Another superb memoirs anchored on prison
experience by an African...
Of course it is sickening to see refined minds (their corporeal bodies of course!) clamped in jail. Wole Soyinka's The Man Died (prison notes) is an everlasting visceral educational publication. Other literary gurus like Awoonor and Ngugi have also recreated their terrible times in incarceration.
Terrible? We can imagine the basics. Loss of freedom... restricted stringently to a certain soul debasing place. No loved ones, families to lift one's spirits, unedifying unwholesome meals. No walks, no friends or even lovers to call on, horrific loneliness without the things one ordinarily takes for granted
And those tortured
in the process? The mind boggles.
And the "auxiliaries" of such restrictions: Mosquitoes, fleas, bugs, lice unlimited as debilitating insects have a field day. Rodents revelling in the nighttime...and probably during the days too. Trepidation always.

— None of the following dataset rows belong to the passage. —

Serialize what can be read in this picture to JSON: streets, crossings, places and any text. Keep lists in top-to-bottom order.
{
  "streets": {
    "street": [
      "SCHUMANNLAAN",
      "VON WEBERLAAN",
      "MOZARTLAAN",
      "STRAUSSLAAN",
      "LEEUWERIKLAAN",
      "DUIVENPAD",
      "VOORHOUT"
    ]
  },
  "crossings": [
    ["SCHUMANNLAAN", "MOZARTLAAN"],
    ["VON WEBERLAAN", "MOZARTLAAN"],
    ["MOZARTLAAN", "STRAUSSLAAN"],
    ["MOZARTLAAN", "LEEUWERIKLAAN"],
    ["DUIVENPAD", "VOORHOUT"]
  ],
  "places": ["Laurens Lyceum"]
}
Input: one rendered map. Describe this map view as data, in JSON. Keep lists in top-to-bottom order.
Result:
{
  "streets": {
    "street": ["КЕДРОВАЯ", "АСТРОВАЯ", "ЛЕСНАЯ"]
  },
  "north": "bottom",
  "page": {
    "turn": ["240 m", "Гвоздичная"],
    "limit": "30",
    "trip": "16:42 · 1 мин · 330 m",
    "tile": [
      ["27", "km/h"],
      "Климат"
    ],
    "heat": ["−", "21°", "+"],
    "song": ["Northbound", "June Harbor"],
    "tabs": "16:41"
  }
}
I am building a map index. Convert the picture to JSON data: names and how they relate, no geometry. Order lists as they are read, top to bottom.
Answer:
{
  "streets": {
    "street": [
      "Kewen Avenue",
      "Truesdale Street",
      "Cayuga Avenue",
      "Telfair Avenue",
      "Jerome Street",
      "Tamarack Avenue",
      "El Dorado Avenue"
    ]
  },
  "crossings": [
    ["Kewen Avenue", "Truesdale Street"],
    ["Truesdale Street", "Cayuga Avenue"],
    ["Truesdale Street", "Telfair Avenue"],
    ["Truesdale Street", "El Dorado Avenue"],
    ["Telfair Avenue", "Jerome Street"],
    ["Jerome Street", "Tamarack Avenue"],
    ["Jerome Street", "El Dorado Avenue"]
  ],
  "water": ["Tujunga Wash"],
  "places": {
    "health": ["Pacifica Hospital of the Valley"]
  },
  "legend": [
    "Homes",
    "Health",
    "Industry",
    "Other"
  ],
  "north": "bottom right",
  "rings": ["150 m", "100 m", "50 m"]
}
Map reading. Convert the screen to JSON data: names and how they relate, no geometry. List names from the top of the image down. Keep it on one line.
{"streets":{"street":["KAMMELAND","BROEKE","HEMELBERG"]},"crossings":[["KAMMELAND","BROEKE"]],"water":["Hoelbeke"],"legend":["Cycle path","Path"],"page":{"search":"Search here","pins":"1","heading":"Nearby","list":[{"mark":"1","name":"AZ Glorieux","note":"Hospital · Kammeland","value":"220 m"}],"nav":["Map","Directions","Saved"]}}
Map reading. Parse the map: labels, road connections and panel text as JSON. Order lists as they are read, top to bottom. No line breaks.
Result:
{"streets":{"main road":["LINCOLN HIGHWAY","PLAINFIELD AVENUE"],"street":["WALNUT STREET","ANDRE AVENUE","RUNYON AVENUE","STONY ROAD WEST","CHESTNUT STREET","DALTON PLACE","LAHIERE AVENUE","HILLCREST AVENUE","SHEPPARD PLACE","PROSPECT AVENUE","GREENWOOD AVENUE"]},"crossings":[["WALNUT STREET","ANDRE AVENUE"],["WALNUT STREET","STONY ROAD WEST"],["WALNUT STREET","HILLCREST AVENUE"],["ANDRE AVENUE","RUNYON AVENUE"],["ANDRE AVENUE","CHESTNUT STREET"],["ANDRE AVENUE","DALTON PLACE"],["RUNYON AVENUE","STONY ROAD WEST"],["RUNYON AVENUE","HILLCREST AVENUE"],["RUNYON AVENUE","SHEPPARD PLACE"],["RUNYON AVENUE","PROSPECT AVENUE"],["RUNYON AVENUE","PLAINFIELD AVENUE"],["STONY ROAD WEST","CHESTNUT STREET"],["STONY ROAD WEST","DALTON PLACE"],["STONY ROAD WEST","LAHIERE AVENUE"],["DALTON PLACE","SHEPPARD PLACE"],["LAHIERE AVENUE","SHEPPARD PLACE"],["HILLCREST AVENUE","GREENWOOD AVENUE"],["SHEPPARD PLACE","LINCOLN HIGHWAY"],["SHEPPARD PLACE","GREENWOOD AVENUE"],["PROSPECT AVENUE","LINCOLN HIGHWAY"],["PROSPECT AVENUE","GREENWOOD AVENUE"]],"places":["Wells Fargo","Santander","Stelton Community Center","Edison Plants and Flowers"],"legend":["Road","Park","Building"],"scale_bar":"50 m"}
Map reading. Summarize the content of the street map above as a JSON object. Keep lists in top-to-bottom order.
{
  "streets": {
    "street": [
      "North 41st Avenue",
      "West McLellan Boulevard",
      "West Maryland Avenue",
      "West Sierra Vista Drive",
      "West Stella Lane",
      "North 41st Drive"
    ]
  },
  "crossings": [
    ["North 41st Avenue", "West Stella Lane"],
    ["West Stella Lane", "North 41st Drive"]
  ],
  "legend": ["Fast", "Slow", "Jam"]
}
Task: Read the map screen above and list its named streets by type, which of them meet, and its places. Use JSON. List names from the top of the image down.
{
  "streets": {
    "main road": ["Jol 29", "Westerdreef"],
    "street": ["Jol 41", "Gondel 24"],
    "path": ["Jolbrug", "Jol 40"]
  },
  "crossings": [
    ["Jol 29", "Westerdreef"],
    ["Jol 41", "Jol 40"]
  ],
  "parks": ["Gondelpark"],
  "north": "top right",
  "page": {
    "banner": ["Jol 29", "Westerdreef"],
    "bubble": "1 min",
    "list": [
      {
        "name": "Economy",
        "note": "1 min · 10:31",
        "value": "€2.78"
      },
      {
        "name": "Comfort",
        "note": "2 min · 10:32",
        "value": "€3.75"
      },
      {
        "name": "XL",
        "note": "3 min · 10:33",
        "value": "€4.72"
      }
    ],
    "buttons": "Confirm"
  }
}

Maybe chains and manacles too...
Ajibade's account of course shows that sensitive intellectual minds probably suffer most. Jailed for life - whilst being innocent. Macabre justice and scenario. Not that the shameless "gaolers" including those involved in the pertinent "trial" and verdict did not know better. They are just pawns in the hands of the Tyrant/Dictator- Sani Abacha one of the worst "leaders" in African history....
A harrowing account...two short excerpts here: "When Mayowa (the author's 2 year old son) was eventually brought to meet me for less than 5 minutes, the boy could not recognise me. Apart from my thick beard which I was not wearing at home, pimples had already taken complete possession of my face..."
“Makurdi Prison stank. It stank of rotten flesh, of excrement, of rat urine. It stank of many mouths unwashed for many days. It stank of corruption as well"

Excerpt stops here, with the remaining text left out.